**Problem details**
Scan the records for lines with the word "controls", and copy every such line.

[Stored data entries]
......

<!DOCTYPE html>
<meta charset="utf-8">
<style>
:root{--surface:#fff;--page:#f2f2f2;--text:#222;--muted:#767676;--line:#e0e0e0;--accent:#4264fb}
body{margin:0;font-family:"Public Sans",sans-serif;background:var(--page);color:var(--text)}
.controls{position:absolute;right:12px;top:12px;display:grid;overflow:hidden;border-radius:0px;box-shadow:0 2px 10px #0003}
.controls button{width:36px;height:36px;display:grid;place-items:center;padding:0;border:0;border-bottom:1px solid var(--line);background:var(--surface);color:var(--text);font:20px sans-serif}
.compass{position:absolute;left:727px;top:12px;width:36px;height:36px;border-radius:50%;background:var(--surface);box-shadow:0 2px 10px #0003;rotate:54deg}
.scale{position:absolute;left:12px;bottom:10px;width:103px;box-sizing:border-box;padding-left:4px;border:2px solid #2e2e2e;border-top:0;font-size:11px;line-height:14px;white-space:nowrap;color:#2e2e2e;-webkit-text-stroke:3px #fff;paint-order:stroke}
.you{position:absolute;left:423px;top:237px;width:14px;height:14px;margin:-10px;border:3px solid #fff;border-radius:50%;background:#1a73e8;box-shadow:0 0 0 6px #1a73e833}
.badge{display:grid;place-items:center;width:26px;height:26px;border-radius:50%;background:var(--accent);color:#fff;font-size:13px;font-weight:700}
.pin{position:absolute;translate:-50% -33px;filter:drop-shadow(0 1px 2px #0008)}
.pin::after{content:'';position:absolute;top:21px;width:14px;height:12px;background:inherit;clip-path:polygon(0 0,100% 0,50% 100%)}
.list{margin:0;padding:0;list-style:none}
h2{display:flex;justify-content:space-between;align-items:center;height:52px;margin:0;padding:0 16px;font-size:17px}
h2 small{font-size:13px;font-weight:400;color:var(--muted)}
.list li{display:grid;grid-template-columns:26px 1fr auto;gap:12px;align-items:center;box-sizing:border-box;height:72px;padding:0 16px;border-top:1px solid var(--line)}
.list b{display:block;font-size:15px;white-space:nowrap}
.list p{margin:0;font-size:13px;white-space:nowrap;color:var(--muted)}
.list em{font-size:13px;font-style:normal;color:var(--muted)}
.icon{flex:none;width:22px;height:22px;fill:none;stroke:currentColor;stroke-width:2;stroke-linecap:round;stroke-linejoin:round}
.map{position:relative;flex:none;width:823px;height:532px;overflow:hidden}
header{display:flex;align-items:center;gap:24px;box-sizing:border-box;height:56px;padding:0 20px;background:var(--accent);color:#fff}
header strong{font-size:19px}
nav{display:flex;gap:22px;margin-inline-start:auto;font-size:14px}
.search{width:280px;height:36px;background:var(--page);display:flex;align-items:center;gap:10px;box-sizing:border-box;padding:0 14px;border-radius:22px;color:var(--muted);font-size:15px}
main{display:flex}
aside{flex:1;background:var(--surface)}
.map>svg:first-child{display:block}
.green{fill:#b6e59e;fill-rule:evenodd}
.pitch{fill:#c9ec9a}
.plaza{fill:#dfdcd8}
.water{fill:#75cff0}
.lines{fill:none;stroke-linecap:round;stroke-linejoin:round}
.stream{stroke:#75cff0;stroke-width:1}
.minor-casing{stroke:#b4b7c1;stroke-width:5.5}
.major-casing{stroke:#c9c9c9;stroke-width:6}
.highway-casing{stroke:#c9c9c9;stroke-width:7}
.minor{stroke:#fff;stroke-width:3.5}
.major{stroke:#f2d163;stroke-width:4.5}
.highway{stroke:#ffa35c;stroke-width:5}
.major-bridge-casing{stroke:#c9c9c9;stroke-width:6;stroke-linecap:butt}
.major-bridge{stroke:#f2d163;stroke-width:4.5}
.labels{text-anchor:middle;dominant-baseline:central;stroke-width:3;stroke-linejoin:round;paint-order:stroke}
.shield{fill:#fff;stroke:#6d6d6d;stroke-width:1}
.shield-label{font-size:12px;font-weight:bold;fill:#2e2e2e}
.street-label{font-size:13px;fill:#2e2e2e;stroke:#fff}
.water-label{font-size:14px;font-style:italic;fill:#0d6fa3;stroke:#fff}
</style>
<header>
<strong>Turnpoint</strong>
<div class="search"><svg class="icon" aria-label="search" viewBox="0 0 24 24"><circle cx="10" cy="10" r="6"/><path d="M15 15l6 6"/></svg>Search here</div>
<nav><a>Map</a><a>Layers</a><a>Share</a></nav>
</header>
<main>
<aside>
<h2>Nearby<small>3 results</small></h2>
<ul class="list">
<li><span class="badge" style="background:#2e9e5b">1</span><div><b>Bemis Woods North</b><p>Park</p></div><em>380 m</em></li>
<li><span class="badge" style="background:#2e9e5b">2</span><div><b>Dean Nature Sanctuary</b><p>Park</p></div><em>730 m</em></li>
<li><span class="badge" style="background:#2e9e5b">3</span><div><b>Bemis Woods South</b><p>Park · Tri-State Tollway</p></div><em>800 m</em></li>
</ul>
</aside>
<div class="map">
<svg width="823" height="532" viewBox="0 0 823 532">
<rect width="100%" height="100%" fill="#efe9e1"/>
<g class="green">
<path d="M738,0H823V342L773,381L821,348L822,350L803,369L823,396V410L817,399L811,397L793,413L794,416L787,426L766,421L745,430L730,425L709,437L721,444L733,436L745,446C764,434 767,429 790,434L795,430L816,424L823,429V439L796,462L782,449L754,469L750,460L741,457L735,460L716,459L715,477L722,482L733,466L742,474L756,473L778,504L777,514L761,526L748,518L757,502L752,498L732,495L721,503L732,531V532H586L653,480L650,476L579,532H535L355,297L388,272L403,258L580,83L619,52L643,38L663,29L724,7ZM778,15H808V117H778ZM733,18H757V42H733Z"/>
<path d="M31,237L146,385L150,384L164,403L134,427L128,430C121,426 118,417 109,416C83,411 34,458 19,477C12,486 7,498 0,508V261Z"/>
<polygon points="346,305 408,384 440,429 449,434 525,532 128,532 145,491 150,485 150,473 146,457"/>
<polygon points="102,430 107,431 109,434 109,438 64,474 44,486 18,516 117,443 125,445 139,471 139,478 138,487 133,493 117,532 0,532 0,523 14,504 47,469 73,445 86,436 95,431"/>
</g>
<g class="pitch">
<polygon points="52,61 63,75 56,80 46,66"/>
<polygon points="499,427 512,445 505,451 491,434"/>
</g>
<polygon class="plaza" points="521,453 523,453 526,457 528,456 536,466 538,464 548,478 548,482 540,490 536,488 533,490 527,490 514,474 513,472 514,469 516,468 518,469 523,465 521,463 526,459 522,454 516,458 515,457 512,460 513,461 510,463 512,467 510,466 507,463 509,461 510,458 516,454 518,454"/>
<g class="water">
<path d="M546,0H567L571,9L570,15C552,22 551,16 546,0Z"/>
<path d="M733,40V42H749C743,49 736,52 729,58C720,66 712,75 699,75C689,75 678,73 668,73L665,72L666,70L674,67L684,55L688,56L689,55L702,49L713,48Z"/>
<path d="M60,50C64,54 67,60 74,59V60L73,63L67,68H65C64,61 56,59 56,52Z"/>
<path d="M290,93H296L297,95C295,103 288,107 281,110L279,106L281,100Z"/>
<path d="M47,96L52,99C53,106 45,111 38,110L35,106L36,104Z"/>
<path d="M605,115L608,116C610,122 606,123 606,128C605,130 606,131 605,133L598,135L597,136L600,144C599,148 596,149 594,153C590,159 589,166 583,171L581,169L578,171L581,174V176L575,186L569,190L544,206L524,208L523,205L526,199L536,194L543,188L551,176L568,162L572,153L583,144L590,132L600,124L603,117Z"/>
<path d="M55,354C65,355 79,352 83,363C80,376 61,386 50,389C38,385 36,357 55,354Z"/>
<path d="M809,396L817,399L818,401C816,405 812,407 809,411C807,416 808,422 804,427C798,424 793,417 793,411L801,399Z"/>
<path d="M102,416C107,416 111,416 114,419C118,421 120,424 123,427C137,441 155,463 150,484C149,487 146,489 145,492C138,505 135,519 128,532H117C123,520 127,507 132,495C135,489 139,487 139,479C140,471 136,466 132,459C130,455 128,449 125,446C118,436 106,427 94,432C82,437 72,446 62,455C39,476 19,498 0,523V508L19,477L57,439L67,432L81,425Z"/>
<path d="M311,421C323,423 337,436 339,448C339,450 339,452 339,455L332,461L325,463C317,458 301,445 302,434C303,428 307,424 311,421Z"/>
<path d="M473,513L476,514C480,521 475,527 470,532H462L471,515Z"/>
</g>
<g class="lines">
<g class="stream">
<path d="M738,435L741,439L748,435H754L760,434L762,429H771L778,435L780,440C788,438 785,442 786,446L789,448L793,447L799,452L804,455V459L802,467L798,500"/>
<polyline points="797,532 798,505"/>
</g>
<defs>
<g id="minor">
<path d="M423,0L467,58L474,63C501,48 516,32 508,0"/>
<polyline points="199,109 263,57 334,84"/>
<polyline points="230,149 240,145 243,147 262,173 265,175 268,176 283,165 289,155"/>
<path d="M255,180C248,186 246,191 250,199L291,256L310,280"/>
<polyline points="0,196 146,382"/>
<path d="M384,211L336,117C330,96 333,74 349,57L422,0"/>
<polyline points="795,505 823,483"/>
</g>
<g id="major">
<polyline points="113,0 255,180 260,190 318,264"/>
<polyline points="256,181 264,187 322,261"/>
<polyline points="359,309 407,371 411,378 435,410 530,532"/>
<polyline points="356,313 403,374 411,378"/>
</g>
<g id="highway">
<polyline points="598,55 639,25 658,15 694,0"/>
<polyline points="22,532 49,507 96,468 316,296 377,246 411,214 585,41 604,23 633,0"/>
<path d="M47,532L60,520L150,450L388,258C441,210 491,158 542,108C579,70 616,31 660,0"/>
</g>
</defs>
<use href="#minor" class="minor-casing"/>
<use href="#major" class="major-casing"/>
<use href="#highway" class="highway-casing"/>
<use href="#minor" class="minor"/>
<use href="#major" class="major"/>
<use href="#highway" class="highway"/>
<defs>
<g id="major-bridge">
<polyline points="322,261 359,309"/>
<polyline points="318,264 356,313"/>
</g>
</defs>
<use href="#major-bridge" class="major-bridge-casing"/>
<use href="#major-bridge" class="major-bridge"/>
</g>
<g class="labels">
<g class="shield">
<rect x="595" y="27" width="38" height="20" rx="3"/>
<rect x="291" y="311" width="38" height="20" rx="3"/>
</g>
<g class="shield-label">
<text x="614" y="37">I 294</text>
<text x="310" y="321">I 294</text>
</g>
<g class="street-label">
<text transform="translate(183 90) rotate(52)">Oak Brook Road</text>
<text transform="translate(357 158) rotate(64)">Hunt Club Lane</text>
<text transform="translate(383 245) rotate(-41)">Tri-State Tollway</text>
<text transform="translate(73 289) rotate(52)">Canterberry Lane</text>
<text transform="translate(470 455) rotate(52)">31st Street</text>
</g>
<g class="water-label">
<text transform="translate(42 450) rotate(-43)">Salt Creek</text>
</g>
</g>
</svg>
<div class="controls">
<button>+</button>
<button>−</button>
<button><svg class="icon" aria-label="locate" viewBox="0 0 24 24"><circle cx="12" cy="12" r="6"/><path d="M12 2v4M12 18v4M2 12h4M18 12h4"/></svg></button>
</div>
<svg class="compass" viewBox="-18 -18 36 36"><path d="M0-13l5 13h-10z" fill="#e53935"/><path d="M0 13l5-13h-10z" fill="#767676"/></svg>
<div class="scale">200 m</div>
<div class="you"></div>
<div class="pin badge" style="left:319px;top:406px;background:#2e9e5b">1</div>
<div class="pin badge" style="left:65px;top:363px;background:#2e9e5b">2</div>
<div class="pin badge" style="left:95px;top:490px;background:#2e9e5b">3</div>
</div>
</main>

......

**Result of the exercise**
.controls{position:absolute;right:12px;top:12px;display:grid;overflow:hidden;border-radius:0px;box-shadow:0 2px 10px #0003}
.controls button{width:36px;height:36px;display:grid;place-items:center;padding:0;border:0;border-bottom:1px solid var(--line);background:var(--surface);color:var(--text);font:20px sans-serif}
<div class="controls">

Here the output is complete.